◆ Brief ◆
Restate the data below, keeping every line the same.

◆ Data extract ◆
++++++++++++++++++++

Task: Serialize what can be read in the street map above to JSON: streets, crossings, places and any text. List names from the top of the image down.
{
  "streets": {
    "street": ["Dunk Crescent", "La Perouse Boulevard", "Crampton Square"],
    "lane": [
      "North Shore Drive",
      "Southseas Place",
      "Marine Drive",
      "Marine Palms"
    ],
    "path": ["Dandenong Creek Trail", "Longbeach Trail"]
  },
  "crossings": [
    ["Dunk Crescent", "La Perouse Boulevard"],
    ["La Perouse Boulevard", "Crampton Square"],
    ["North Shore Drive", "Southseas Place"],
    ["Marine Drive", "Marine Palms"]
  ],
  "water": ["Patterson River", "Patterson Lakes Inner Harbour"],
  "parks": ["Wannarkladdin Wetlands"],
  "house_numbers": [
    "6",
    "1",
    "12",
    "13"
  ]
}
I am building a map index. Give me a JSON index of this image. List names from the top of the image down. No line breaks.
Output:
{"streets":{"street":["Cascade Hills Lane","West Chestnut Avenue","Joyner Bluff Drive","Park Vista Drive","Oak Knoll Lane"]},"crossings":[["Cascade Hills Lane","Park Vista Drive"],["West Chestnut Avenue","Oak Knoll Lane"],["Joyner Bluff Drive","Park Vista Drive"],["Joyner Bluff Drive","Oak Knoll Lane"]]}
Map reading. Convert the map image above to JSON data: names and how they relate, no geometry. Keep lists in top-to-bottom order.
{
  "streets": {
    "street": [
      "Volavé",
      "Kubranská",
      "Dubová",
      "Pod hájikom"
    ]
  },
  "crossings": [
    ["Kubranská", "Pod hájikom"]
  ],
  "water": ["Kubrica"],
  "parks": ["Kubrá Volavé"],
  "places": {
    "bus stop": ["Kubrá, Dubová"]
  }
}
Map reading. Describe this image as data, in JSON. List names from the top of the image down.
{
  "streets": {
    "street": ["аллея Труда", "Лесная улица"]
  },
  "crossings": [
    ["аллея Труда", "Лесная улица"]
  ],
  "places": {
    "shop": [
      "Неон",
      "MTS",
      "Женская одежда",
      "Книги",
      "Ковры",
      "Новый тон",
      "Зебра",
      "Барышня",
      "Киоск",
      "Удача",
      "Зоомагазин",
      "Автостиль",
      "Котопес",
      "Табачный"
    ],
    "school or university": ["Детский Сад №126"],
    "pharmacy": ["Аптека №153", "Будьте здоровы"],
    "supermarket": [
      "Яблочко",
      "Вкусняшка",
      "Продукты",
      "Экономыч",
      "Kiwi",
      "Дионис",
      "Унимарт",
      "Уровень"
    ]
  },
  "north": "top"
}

++++++++++++++++++++

◆ Exercise answer ◆
Task: Serialize what can be read in the street map above to JSON: streets, crossings, places and any text. List names from the top of the image down.
{
  "streets": {
    "street": ["Dunk Crescent", "La Perouse Boulevard", "Crampton Square"],
    "lane": [
      "North Shore Drive",
      "Southseas Place",
      "Marine Drive",
      "Marine Palms"
    ],
    "path": ["Dandenong Creek Trail", "Longbeach Trail"]
  },
  "crossings": [
    ["Dunk Crescent", "La Perouse Boulevard"],
    ["La Perouse Boulevard", "Crampton Square"],
    ["North Shore Drive", "Southseas Place"],
    ["Marine Drive", "Marine Palms"]
  ],
  "water": ["Patterson River", "Patterson Lakes Inner Harbour"],
  "parks": ["Wannarkladdin Wetlands"],
  "house_numbers": [
    "6",
    "1",
    "12",
    "13"
  ]
}
I am building a map index. Give me a JSON index of this image. List names from the top of the image down. No line breaks.
Output:
{"streets":{"street":["Cascade Hills Lane","West Chestnut Avenue","Joyner Bluff Drive","Park Vista Drive","Oak Knoll Lane"]},"crossings":[["Cascade Hills Lane","Park Vista Drive"],["West Chestnut Avenue","Oak Knoll Lane"],["Joyner Bluff Drive","Park Vista Drive"],["Joyner Bluff Drive","Oak Knoll Lane"]]}
Map reading. Convert the map image above to JSON data: names and how they relate, no geometry. Keep lists in top-to-bottom order.
{
  "streets": {
    "street": [
      "Volavé",
      "Kubranská",
      "Dubová",
      "Pod hájikom"
    ]
  },
  "crossings": [
    ["Kubranská", "Pod hájikom"]
  ],
  "water": ["Kubrica"],
  "parks": ["Kubrá Volavé"],
  "places": {
    "bus stop": ["Kubrá, Dubová"]
  }
}
Map reading. Describe this image as data, in JSON. List names from the top of the image down.
{
  "streets": {
    "street": ["аллея Труда", "Лесная улица"]
  },
  "crossings": [
    ["аллея Труда", "Лесная улица"]
  ],
  "places": {
    "shop": [
      "Неон",
      "MTS",
      "Женская одежда",
      "Книги",
      "Ковры",
      "Новый тон",
      "Зебра",
      "Барышня",
      "Киоск",
      "Удача",
      "Зоомагазин",
      "Автостиль",
      "Котопес",
      "Табачный"
    ],
    "school or university": ["Детский Сад №126"],
    "pharmacy": ["Аптека №153", "Будьте здоровы"],
    "supermarket": [
      "Яблочко",
      "Вкусняшка",
      "Продукты",
      "Экономыч",
      "Kiwi",
      "Дионис",
      "Унимарт",
      "Уровень"
    ]
  },
  "north": "top"
}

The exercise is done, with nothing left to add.